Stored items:

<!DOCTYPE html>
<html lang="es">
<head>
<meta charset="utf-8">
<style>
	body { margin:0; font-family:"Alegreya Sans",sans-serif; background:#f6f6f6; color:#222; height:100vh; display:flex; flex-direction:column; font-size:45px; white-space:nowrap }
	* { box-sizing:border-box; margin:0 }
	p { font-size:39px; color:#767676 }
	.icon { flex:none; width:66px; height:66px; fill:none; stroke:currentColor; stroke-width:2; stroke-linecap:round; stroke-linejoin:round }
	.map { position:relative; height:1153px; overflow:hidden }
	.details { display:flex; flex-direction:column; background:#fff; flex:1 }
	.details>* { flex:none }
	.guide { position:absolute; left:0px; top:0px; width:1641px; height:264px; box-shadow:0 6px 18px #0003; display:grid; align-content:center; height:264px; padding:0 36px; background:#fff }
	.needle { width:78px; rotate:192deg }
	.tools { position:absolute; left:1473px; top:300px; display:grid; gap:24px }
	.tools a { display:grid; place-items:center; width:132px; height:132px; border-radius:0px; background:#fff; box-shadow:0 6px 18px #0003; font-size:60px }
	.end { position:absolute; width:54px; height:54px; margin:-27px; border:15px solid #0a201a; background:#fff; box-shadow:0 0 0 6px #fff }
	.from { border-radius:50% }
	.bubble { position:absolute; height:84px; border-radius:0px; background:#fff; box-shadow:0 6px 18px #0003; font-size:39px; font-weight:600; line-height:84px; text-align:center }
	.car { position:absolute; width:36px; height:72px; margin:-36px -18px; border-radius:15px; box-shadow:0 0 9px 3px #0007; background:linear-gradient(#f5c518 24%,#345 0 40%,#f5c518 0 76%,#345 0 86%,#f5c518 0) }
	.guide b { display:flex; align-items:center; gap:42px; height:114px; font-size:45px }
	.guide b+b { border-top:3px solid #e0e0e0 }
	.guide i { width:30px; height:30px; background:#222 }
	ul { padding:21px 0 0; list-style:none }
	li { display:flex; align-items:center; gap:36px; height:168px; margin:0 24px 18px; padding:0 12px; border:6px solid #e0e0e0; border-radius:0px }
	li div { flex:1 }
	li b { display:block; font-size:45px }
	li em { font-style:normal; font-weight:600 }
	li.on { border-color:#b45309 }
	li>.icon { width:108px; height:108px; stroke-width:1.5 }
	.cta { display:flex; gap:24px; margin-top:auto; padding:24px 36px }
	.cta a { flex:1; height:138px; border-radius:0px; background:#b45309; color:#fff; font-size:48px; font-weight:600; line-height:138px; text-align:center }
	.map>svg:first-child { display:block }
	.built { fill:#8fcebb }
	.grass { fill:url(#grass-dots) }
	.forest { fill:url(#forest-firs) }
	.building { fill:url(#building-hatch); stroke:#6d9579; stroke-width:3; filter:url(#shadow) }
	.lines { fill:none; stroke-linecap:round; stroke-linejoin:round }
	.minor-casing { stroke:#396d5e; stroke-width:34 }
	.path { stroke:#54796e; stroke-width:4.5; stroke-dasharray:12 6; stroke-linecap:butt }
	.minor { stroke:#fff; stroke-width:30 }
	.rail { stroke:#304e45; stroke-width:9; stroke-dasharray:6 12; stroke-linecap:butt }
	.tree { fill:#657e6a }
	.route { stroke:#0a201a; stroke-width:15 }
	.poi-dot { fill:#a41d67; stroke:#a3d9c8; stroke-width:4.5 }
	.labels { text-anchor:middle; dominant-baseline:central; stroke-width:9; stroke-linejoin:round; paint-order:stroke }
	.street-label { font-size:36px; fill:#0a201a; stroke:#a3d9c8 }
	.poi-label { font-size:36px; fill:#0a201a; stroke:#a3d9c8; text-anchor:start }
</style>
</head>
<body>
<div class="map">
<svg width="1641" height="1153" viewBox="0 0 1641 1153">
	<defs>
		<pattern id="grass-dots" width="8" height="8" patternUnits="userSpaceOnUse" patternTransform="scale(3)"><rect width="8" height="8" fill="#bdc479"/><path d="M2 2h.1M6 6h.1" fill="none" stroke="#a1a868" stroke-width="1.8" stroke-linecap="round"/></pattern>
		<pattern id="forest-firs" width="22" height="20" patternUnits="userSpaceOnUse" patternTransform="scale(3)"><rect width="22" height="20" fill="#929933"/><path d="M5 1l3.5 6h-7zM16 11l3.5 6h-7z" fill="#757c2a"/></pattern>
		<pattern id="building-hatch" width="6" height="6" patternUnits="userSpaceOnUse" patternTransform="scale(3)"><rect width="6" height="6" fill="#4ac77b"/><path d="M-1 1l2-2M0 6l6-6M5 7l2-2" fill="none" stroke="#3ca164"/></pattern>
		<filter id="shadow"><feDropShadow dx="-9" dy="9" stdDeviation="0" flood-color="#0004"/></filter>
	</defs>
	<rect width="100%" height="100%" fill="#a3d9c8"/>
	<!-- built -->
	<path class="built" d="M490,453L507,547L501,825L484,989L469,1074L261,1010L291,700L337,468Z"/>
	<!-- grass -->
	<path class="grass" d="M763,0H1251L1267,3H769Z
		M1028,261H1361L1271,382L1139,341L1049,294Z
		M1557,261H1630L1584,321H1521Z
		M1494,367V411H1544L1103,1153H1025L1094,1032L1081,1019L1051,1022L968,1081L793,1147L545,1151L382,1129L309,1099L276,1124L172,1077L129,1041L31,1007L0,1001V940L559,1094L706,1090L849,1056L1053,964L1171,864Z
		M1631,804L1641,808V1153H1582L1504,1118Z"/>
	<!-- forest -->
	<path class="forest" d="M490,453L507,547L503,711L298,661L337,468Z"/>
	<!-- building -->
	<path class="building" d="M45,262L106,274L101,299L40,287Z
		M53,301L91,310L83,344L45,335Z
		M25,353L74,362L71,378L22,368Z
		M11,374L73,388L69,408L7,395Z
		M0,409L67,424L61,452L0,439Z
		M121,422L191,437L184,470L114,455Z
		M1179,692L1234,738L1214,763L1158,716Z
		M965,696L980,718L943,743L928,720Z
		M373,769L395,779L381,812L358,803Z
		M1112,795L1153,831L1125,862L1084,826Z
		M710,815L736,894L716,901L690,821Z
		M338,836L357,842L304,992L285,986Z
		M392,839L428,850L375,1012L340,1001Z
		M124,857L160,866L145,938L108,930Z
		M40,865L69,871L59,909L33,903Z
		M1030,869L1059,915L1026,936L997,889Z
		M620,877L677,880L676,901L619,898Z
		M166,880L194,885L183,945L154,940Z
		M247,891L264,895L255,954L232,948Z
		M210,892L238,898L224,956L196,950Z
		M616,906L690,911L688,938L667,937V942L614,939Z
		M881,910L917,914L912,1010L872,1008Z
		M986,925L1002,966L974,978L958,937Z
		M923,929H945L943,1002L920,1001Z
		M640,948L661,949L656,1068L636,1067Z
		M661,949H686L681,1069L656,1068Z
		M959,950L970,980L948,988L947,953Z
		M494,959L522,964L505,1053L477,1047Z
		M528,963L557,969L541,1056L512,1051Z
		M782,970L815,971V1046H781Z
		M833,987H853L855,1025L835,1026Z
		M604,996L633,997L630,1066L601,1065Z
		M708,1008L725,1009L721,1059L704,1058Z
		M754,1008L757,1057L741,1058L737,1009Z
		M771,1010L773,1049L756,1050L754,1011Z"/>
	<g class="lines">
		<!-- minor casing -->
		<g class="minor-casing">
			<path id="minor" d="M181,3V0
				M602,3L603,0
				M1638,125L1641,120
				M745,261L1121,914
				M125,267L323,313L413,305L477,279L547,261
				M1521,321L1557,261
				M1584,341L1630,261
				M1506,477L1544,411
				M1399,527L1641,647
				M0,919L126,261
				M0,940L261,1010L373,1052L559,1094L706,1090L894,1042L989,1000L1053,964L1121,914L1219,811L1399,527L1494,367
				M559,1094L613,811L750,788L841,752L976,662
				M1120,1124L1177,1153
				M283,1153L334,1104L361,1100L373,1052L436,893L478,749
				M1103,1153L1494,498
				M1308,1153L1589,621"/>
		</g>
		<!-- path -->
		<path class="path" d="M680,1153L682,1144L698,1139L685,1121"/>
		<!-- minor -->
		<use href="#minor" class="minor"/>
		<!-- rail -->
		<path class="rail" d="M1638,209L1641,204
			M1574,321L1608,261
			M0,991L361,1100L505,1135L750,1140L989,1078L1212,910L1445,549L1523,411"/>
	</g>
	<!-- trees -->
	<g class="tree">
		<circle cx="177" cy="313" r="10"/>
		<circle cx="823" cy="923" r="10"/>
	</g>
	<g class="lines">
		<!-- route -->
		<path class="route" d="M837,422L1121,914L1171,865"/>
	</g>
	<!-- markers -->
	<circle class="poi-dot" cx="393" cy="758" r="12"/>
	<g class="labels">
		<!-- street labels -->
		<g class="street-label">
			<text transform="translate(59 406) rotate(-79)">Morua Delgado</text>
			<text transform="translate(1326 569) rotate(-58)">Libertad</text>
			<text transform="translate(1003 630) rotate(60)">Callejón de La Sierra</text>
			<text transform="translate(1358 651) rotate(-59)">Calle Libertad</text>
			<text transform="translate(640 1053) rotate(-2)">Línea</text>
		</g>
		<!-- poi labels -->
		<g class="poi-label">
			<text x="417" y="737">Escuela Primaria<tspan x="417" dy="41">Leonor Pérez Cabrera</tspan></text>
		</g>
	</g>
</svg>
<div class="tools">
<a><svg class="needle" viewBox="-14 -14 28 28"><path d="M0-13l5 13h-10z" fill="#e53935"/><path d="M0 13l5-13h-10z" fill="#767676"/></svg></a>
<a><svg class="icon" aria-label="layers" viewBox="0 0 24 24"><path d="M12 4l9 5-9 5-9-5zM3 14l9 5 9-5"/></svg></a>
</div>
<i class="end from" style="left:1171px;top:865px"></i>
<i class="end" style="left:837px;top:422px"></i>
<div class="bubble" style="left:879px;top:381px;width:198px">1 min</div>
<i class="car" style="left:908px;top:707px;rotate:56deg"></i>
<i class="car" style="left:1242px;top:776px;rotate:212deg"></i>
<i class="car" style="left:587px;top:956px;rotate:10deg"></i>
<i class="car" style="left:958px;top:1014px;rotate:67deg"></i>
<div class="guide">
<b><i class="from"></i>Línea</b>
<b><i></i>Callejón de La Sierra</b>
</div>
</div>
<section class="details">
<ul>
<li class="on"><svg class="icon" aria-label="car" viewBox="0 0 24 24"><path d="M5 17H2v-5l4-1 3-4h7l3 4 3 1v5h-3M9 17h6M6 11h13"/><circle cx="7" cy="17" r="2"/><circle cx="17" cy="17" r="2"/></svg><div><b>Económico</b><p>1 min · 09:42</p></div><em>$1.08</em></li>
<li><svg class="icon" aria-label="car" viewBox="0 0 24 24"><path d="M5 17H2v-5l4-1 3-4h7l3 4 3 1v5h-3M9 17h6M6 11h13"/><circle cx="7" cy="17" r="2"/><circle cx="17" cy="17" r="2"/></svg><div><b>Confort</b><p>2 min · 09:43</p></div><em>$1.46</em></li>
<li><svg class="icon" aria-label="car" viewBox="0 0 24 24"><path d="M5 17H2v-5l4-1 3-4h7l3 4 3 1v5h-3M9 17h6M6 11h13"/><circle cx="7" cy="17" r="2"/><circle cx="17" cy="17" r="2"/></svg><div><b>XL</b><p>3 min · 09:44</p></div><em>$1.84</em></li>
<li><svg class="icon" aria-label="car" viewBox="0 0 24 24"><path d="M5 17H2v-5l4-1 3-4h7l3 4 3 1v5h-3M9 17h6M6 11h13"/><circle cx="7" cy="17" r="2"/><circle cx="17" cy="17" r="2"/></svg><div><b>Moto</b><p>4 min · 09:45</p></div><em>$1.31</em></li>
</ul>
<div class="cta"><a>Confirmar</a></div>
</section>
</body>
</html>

EXERCISE OBJECTIVE: Where a line above contains the word "absolute", show that line.

YOUR SOLUTION:
	.guide { position:absolute; left:0px; top:0px; width:1641px; height:264px; box-shadow:0 6px 18px #0003; display:grid; align-content:center; height:264px; padding:0 36px; background:#fff }
	.tools { position:absolute; left:1473px; top:300px; display:grid; gap:24px }
	.end { position:absolute; width:54px; height:54px; margin:-27px; border:15px solid #0a201a; background:#fff; box-shadow:0 0 0 6px #fff }
	.bubble { position:absolute; height:84px; border-radius:0px; background:#fff; box-shadow:0 6px 18px #0003; font-size:39px; font-weight:600; line-height:84px; text-align:center }
	.car { position:absolute; width:36px; height:72px; margin:-36px -18px; border-radius:15px; box-shadow:0 0 9px 3px #0007; background:linear-gradient(#f5c518 24%,#345 0 40%,#f5c518 0 76%,#345 0 86%,#f5c518 0) }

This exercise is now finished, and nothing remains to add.